A survey at the highest levels of government has found that compliance with the Official Information Act is not consistent across the board.
Dr Edward Willis, a senior lecturer at the University of Auckland’s Faculty of Law, and research assistant Gwen Hamilton, requested information from 26 Ministers about their decisions to withhold requested information on specific grounds over a three-month period between 1 April 2021 to 30 June 2021.
The request focused on refusals to supply information under section 18(d) of the Official Information Act (OIA), which provides that a request for information may be refused on the basis that the information requested is, or will soon be, publicly available.
Overall, says Dr Willis, the survey revealed some concerning practices - there was considerable variation in the timeliness of responses, with several Ministers failing to meet deadlines and two ministerial offices providing no substantive response at all.
“The inconsistency among ministerial offices in the responses to the request suggests that a culture of compliance with the Act has not fully developed. This is potentially of significant concern and should be investigated further as part of any reform proposals,” says Dr Willis.

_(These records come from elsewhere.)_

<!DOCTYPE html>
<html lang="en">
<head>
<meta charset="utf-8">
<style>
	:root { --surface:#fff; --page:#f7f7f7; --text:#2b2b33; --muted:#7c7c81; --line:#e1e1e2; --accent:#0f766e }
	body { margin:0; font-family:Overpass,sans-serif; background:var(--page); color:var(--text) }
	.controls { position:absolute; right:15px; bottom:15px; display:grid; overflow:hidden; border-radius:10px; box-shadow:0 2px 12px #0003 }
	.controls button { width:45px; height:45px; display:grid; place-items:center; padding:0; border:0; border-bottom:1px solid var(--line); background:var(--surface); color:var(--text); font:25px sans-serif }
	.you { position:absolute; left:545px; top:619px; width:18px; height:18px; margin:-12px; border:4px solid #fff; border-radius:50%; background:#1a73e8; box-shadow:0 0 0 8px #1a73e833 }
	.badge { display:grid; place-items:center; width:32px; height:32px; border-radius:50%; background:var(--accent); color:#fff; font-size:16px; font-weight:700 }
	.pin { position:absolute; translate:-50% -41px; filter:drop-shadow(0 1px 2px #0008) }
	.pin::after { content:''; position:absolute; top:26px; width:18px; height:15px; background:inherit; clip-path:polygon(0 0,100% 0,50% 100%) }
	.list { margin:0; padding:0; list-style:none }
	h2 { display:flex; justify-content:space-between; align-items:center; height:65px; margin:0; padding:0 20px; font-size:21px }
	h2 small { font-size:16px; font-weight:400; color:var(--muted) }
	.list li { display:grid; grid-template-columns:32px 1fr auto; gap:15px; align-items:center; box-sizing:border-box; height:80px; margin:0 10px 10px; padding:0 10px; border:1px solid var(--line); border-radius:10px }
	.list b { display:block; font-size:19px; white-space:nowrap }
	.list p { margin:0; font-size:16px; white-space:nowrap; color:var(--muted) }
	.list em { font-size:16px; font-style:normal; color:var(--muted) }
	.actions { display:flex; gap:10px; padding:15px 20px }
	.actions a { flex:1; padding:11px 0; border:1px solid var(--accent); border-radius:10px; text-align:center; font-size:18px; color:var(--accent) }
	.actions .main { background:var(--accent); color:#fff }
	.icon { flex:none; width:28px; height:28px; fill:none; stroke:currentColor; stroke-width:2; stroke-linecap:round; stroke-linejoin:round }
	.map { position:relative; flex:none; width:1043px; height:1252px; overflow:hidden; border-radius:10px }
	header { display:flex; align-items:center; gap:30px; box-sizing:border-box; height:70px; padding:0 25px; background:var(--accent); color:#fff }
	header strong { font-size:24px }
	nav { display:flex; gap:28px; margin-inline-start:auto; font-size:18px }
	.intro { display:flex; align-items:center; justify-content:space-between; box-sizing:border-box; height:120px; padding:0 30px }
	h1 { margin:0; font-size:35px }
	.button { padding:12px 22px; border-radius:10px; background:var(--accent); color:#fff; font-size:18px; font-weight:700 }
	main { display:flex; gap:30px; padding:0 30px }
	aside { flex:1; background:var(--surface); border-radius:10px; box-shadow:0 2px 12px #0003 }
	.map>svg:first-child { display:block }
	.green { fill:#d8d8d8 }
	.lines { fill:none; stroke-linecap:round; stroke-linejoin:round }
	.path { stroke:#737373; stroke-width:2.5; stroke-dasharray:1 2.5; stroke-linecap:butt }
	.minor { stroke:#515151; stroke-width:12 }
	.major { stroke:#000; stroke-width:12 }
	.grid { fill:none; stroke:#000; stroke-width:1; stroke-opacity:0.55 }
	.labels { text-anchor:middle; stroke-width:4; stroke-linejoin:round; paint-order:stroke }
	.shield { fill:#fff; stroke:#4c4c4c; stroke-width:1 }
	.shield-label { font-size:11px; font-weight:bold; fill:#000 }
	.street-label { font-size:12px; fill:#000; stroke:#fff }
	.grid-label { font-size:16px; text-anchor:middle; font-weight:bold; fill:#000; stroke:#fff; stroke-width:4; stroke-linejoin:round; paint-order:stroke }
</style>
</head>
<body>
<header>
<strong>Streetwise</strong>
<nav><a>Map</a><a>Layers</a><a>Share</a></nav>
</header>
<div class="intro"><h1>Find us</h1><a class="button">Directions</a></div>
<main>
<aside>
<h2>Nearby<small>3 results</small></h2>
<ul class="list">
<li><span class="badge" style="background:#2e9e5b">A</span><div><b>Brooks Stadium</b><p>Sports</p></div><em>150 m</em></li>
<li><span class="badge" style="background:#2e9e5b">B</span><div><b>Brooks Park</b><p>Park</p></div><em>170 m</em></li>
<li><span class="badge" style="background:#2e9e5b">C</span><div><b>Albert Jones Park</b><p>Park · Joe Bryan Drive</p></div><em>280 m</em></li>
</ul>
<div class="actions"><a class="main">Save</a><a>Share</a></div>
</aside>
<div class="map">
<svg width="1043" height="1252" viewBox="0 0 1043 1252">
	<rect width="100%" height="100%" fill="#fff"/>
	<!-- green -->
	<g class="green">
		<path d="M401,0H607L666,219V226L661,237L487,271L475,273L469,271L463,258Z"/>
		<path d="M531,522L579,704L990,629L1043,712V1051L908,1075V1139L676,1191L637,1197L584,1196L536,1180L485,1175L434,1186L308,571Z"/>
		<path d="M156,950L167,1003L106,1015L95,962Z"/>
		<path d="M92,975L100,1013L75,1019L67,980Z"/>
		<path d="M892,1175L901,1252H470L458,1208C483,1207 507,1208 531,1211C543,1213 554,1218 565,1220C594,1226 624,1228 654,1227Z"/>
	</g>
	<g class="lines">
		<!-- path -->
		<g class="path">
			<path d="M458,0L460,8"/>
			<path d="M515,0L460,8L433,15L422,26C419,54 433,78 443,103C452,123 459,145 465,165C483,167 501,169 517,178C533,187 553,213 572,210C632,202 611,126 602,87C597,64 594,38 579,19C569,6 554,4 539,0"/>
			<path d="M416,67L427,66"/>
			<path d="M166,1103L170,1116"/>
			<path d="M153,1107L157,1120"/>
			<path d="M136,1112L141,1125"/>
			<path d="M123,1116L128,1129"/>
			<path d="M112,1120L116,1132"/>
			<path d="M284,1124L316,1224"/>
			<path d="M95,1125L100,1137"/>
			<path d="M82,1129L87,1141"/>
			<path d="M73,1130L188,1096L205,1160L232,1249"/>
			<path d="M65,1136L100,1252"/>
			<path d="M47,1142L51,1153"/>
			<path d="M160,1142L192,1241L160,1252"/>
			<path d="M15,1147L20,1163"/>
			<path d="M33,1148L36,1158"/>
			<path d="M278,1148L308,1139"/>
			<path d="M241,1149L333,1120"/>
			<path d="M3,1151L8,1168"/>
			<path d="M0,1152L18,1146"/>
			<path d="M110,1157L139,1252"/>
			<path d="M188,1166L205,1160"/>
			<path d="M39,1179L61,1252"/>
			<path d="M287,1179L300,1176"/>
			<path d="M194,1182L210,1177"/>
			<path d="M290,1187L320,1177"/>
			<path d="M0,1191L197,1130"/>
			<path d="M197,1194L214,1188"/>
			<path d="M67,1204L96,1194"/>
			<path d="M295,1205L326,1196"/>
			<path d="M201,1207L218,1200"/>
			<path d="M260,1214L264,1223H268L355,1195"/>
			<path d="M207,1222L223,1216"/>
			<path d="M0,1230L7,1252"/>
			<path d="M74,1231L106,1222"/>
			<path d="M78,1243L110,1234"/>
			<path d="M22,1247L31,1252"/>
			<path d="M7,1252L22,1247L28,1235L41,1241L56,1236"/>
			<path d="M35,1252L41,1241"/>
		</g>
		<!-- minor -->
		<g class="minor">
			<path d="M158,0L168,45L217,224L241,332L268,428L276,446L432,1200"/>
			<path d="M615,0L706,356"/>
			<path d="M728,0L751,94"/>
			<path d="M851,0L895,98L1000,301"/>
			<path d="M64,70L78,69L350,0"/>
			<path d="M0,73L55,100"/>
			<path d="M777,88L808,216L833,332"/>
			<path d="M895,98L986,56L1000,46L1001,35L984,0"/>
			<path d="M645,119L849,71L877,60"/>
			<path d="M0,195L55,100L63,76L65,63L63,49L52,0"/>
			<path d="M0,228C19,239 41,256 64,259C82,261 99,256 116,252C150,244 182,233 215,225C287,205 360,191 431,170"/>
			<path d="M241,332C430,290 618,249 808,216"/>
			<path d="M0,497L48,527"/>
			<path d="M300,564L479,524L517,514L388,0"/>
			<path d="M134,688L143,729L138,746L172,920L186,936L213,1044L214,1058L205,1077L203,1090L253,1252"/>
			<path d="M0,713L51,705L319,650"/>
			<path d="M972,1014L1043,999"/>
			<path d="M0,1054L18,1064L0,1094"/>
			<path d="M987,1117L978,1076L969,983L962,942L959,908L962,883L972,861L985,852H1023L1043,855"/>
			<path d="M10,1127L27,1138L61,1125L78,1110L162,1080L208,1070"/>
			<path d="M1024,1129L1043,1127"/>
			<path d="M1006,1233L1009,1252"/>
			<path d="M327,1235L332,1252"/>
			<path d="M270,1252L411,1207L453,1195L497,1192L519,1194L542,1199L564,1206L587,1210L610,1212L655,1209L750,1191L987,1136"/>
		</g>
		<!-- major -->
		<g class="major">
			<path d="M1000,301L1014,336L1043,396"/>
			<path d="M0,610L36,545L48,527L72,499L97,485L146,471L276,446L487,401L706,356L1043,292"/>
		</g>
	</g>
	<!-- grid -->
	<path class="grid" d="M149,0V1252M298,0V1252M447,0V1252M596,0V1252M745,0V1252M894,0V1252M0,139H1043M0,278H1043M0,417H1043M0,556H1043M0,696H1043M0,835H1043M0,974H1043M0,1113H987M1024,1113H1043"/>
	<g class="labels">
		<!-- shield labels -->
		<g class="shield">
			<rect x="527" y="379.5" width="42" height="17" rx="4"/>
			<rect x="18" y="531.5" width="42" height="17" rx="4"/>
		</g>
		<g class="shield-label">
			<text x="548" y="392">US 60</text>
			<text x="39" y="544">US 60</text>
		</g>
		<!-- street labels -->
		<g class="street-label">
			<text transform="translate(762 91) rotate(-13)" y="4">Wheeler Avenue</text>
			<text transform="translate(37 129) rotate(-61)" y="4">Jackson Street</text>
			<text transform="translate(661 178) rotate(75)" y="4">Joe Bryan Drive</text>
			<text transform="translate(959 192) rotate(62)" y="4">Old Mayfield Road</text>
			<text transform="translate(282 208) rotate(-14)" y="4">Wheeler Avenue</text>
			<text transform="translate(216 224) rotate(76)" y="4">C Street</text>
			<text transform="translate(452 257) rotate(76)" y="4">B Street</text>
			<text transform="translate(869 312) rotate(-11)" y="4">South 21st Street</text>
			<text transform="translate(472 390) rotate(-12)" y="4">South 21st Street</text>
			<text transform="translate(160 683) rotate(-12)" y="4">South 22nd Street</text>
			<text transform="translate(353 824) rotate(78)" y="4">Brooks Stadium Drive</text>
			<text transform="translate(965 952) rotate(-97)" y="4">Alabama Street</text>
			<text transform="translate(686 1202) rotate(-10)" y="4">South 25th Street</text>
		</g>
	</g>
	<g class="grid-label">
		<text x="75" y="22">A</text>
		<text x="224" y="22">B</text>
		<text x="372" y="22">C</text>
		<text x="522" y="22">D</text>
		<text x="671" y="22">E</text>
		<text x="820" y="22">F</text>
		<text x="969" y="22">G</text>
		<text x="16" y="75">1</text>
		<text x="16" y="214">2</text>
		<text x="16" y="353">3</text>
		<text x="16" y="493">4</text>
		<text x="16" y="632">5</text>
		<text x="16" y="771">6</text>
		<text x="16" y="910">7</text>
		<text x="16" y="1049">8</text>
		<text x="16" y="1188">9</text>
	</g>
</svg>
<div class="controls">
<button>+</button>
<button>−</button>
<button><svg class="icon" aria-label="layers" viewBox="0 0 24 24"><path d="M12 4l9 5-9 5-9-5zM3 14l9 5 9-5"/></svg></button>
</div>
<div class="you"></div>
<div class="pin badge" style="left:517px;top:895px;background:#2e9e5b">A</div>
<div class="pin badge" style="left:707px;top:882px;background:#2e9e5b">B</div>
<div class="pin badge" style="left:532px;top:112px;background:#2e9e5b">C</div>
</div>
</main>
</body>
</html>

“The responses we received suggest that Ministers are generally alive to the expectations and issues related to the proactive disclosure of information. However, responses also showed some concerning timelines regarding the subsequent release of information withheld under section 18(d), as some information had still not been released eight months after the request had been made.”
Dr Willis and his research assistant focused on section 18(d) for two reasons. The first was their anecdotal impression that requested information is often withheld under this ground but not released within an appropriate timeframe.
“The second reason for our focus on section 18(d) is that proactive disclosure is an area for possible reform under any review of the Act. Governments around the world now generate and store much greater amounts of information and proactively release more of that information more often. We wanted to determine, in a preliminary way, whether practices around proactive release might be a cause for concern,” Willis writes in his forthcoming paper A survey of ministerial compliance with the Official Information Act 1982.
Both compliance with Dr Willis’ standardised request and the information supplied in response to his OIA requests support the perception that compliance with the Act is variable, according to the soon-to-be-published paper.
Willis is quick to point out that the survey was limited - 26 requests from the 26 Ministers were examined. He says the results are not conclusive, although they do raise questions.
Meanwhile, an aspect of government practice that the survey unexpectedly revealed was inconsistency in record keeping among ministerial offices.
This is despite the Public Records Act 2005 requiring that ministerial offices create and maintain full and accurate records of their affairs that are accessible for subsequent reference.
“We were surprised to find that some ministerial offices refused to supply information we requested on the basis that the information was inaccessible, not retained, or did not exist when other ministerial offices did provide the equivalent information.”
Willis says the relationship between the Official Information Act and the Public Records Act is an important one for ensuring that requested information can be made available.
“Again, compliance at the ministerial level appears to be variable based on the responses we received. This may be an area that requires further consideration if reform proposals for the 40-year-old Act are seriously contemplated.”